- Original author: Joshua Tauberer
- Release: August 2013; 13 years ago
- Stable release: v76 / 24 May 2026; 3 months ago
- Written in: Python
- Operating system: Ubuntu Server 22.04
- Available in: English
- Type: Email service
- License: CC0
- Website: mailinabox.email
- Repository: github.com/mail-in-a-box/mailinabox/

= Mail-in-a-Box =

Open Source software for mail server hosting

Mail-in-a-Box is a free and open-source program for mail server hosting developed by Joshua Tauberer. The software's goal is to enable any user to turn a cloud system into a mail server in a few hours. The tool enables developers to host mail for multiple users and multiple domain names.
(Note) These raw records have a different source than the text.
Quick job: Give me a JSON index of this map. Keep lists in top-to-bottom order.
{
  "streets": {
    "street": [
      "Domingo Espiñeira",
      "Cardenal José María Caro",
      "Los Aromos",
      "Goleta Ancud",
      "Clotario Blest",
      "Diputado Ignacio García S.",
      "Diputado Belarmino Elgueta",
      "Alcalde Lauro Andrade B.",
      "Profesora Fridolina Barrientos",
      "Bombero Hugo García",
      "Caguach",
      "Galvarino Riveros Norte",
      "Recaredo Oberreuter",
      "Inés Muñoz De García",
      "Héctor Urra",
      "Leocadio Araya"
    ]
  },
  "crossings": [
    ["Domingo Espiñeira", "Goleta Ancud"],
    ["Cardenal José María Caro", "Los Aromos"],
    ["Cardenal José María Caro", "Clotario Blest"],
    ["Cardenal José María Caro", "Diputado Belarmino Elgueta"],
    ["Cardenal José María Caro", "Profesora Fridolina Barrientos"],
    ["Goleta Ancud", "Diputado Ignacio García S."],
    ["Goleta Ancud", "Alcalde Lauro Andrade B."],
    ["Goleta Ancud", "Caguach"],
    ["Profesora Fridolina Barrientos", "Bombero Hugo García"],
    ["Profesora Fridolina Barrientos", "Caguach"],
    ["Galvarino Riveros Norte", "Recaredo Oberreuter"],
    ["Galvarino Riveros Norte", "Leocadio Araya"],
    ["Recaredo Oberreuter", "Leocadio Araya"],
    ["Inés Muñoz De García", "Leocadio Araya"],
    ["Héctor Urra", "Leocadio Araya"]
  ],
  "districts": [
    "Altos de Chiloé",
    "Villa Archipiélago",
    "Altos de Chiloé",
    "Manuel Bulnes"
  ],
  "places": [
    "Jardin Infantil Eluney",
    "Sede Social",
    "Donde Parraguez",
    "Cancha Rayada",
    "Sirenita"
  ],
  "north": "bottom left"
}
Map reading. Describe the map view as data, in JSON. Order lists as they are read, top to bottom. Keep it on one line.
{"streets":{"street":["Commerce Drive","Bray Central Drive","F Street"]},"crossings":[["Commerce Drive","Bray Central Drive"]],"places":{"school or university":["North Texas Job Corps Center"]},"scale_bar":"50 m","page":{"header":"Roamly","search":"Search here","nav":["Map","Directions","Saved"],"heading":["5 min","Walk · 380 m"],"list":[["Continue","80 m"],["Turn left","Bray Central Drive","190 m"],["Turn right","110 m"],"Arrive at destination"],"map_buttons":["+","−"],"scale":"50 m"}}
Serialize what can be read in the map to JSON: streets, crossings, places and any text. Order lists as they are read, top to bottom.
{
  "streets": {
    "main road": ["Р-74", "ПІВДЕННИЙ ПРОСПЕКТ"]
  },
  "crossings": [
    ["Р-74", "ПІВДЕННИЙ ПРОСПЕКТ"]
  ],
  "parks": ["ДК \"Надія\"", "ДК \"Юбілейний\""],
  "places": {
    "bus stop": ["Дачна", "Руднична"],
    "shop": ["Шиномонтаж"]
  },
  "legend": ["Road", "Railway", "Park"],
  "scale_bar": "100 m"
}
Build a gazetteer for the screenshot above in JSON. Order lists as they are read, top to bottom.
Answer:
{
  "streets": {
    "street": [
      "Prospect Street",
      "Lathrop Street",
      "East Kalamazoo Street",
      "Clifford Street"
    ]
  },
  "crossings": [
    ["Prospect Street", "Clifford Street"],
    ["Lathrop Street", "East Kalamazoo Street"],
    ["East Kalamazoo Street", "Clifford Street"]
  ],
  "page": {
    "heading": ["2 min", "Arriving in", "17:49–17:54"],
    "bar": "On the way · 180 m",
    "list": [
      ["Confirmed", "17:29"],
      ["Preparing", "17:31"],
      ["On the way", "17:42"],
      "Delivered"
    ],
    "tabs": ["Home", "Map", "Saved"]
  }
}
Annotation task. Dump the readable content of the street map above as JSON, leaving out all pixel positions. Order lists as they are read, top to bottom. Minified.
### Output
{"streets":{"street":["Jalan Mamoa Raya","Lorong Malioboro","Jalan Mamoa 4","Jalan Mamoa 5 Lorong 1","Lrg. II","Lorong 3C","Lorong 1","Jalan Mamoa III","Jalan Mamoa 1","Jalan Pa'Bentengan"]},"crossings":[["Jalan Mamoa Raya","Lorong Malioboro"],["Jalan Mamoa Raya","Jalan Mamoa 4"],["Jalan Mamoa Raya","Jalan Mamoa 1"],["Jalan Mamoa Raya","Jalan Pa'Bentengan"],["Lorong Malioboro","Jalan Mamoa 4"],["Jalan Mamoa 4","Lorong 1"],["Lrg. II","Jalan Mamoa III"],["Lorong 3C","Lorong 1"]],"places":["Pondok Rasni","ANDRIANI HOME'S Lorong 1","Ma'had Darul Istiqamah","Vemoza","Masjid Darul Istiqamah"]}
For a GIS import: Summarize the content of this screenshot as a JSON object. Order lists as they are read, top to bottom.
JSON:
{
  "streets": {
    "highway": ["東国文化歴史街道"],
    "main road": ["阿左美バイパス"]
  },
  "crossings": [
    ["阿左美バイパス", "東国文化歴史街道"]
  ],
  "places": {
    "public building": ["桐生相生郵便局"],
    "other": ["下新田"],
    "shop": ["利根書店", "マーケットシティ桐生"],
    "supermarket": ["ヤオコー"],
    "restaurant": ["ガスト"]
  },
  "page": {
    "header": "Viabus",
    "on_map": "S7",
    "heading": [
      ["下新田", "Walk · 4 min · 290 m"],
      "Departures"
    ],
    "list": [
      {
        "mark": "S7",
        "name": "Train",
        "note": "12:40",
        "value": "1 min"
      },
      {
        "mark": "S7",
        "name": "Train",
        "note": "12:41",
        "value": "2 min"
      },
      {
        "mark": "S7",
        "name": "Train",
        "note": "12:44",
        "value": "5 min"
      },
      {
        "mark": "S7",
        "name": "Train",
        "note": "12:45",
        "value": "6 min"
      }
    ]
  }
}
The default configuration provides a spam detection system, monitoring, reporting and backup mechanisms. It can also set up and automatically renew a Let's Encrypt certificate, as well as configuring the detailed DNS configurations needed to ensure that a mail server's IP address is trusted by other servers, and less likely to be blacklisted. Its support for IMAP/SMTP facilitates synchronizing across devices.

First developed in 2013 by Tauberer, the tool is written in Python and Bash. The project supports Ubuntu LTS.

It has been recommended by the notable Hackaday and MakeTechEasier.